Gov. Joe Lombardo eyes federal land for Nevada development in agreement
Published in News & Features
Nevada and the Bureau of Land Management have agreed to share data on public lands that could be released for future development as part of Gov. Joe Lombardo’s larger effort to fix the state’s housing crisis.
The governor’s office and BLM entered a memorandum of understanding Tuesday that lets the state and federal government share data to streamline information and identify future development options on all federally managed land in Nevada.
“This data sharing agreement will enable us to identify land that could be released for attainable housing and development, and this agreement represents a significant step forward in our state and federal partnership,” Lombardo, a Republican, said in a statement to the Review-Journal.
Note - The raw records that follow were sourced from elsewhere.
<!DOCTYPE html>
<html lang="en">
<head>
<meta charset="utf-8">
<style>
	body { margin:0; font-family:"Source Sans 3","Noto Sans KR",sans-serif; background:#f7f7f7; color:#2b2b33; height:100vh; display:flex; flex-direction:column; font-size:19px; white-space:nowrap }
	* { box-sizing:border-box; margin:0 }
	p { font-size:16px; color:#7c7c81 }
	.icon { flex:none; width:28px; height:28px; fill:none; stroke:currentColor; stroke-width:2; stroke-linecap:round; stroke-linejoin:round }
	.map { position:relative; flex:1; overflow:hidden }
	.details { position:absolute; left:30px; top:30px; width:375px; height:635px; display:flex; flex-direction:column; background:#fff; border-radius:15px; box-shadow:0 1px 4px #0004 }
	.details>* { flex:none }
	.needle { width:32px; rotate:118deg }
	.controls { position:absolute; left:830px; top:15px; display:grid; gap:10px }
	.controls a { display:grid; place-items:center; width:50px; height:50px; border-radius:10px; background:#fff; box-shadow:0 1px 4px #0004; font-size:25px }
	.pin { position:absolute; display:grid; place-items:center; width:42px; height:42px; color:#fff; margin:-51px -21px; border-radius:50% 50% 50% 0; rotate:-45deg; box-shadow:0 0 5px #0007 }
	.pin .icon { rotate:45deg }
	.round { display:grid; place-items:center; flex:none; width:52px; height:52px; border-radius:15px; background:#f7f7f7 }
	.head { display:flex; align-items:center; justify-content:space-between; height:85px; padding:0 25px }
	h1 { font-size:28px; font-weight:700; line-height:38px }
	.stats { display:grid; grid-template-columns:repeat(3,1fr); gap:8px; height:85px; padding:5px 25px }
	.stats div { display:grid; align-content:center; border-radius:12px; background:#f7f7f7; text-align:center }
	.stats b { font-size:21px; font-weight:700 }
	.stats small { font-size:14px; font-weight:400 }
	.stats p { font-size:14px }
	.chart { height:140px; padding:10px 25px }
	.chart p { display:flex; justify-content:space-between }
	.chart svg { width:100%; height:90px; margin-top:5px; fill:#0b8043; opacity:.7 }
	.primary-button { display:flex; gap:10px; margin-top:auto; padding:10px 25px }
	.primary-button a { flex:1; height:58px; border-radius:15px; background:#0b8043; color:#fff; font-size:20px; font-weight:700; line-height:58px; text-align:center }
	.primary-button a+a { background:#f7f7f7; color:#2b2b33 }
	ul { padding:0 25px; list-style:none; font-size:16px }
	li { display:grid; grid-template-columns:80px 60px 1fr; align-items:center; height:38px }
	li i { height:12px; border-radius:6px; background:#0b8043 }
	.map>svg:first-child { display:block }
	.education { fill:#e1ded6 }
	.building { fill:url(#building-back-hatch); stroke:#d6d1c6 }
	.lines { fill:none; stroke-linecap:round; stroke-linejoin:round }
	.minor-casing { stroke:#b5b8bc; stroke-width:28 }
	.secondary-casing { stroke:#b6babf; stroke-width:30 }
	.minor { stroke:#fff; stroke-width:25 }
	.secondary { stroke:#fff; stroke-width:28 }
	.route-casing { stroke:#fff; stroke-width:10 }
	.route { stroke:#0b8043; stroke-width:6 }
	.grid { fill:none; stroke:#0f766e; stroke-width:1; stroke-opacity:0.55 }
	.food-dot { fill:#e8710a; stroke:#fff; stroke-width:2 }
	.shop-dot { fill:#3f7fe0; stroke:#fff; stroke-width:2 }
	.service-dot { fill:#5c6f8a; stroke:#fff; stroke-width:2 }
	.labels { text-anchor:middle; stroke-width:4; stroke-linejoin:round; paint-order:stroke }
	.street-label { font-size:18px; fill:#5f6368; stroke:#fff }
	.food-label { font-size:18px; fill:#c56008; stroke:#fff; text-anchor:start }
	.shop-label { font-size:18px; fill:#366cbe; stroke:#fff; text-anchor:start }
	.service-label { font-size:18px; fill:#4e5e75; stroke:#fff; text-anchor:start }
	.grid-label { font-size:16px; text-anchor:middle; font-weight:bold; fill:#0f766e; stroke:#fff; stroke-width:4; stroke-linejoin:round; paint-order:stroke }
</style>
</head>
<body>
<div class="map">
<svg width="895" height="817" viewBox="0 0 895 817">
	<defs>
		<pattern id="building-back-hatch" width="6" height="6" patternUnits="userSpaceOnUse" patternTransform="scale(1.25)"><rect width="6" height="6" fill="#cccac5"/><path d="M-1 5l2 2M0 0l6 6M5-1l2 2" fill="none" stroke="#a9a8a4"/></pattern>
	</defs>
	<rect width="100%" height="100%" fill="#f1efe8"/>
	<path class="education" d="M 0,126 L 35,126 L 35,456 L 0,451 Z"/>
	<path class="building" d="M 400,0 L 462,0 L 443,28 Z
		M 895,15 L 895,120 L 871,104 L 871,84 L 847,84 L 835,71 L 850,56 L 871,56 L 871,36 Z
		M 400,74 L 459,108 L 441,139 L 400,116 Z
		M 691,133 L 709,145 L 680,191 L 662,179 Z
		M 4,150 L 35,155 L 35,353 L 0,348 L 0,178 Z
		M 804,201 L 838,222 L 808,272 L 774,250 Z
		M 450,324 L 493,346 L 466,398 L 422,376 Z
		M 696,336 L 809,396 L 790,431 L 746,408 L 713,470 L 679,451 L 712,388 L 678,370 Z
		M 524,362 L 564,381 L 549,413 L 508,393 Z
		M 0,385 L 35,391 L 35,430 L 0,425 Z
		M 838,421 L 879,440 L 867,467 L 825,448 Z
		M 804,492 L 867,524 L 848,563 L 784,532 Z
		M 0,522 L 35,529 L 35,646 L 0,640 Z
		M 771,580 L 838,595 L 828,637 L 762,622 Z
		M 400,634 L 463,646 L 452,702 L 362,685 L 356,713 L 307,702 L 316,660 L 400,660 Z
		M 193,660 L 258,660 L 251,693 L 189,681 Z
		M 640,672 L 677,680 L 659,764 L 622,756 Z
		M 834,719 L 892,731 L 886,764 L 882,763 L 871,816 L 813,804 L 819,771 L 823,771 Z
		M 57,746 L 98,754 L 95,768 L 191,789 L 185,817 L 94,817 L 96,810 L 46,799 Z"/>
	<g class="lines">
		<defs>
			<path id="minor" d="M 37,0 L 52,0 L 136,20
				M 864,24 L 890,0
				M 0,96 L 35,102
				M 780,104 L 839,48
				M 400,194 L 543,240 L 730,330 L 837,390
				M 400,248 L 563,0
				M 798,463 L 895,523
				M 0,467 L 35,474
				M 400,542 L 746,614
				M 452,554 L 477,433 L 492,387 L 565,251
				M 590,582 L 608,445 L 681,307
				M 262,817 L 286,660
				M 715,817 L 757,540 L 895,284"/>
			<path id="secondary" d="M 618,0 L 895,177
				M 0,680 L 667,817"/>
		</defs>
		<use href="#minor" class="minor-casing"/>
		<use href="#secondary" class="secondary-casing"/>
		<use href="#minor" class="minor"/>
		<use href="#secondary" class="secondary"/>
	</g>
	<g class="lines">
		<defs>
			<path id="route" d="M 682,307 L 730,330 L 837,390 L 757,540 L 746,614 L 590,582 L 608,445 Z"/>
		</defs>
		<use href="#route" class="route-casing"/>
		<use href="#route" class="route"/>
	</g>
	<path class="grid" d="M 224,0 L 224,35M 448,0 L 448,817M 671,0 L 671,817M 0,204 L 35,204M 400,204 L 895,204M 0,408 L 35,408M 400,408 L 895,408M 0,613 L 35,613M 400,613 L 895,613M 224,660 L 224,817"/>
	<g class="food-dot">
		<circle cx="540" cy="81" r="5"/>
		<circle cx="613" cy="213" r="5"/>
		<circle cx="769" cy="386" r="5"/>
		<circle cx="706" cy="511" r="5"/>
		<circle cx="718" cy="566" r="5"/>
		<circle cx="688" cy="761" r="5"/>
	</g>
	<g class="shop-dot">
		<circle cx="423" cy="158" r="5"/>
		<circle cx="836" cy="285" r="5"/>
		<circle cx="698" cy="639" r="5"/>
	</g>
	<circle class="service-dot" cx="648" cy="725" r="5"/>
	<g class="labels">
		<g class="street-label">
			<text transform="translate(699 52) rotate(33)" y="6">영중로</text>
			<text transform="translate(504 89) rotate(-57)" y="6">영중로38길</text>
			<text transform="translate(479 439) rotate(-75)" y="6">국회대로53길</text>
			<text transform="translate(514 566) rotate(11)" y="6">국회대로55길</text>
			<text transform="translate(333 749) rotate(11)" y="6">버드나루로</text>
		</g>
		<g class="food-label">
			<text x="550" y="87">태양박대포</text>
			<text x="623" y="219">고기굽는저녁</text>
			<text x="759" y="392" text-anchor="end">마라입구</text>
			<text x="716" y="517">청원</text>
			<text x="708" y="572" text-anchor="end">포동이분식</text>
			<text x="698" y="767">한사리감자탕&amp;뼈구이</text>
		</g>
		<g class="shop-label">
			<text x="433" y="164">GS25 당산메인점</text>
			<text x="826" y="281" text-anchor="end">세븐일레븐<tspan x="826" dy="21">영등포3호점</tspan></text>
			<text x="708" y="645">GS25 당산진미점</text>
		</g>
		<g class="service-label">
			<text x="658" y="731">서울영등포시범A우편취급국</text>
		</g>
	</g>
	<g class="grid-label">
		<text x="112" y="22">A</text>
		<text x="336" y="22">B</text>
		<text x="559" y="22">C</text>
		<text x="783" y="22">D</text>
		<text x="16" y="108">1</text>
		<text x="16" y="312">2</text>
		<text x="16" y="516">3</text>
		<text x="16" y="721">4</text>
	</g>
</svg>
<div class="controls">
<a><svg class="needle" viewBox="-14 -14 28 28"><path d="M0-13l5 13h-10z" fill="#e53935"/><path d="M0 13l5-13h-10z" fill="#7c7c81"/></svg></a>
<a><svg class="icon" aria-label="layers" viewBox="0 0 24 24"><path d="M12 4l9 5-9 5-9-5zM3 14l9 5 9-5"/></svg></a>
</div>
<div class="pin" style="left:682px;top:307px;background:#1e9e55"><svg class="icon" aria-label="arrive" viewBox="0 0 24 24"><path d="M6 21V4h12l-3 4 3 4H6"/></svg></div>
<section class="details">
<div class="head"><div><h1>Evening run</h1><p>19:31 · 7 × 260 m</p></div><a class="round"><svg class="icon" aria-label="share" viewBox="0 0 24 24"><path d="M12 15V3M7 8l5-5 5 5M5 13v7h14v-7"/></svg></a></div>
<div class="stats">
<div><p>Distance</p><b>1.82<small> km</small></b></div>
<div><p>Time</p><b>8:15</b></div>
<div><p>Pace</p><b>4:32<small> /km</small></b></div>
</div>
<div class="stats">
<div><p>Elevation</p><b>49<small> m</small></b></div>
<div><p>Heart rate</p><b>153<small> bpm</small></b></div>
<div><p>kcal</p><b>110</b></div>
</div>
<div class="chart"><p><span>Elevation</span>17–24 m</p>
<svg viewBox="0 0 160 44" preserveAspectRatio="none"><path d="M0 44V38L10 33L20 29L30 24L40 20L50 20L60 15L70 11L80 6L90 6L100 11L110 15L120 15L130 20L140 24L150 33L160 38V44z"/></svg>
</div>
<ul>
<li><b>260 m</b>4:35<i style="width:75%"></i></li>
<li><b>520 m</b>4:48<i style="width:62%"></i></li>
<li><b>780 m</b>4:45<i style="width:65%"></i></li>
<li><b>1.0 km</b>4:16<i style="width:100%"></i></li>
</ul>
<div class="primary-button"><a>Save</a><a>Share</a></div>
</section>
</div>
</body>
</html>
The federal government manages about 80% of all land in Nevada, and Lombardo has long favored addressing Nevada’s housing shortage by opening up some of that land for development, especially around Clark County. A UNLV Lied Center for Real Estate report found a homebuilding slowdown during and after the Great Recession contributed to the state’s limited supply. If construction had stayed at the same pace, more than 281,000 residential structures could have been built between 2010 and 2025, according to the report.
Nicholas Irwin, research director for the Lied Center for Real Estate at UNLV, said Tuesday’s MOU also has practical applications.
“At the state level, there’s no sort of centralized GIS (geographic information system) office,” Irwin said. “Some of the GIS capabilities sit under different agencies. But having all this data coming in for BLM, having it housed in one central location could also be helpful for future decision-making.”
The agreement is set to last for three years and can be extended. There’s no funding requirement tied to either side. Instead, it states that BLM will provide Nevada’s Division of Minerals with data related to federal lands that could be released. The state will provide BLM with the data it identified as available “for disposal” and an interactive map of nearby infrastructure such as roads, schools, parks and commercial areas.
“Sharing reports, documents, tables and data facilities planning for projects, decreases the need for redundant collection of the same reports, documents, tables and spatial data by the two cooperators, and increases the efficiency of multi-agency organization data collection efforts,” according to the MOU.
Developers and advocates will now be watching to see how the data-sharing impacts the release of lands and the timeline of the “very onerous process” of identifying available federal land, auctioning it and preparing it for development, Irwin said.
“Hopefully, it speeds (the process) up,” he said. “But is it a matter of weeks or months or years?”
Assembly Majority Floor Leader Sandra Jauregui, D-Las Vegas, has several housing-related bills moving through the Nevada Legislature this session, including a resolution urging the federal government to release federally managed land in Nevada for housing. Jauregui said such actions would be “one of the tools in the toolbox,” along with policy changes for renters’ protections, rent stabilization for seniors, housing on commercial land and others.
“All of that together will help chip away at the housing problem, but one of those things alone won’t,” she said. “So, do I know that we need more land to build on? Yes, we do, but right now we have eight years’ land left to build on in the state, so getting more land is going to help us long term, but we also need to focus on those solutions that are going to help us right now in the short term.”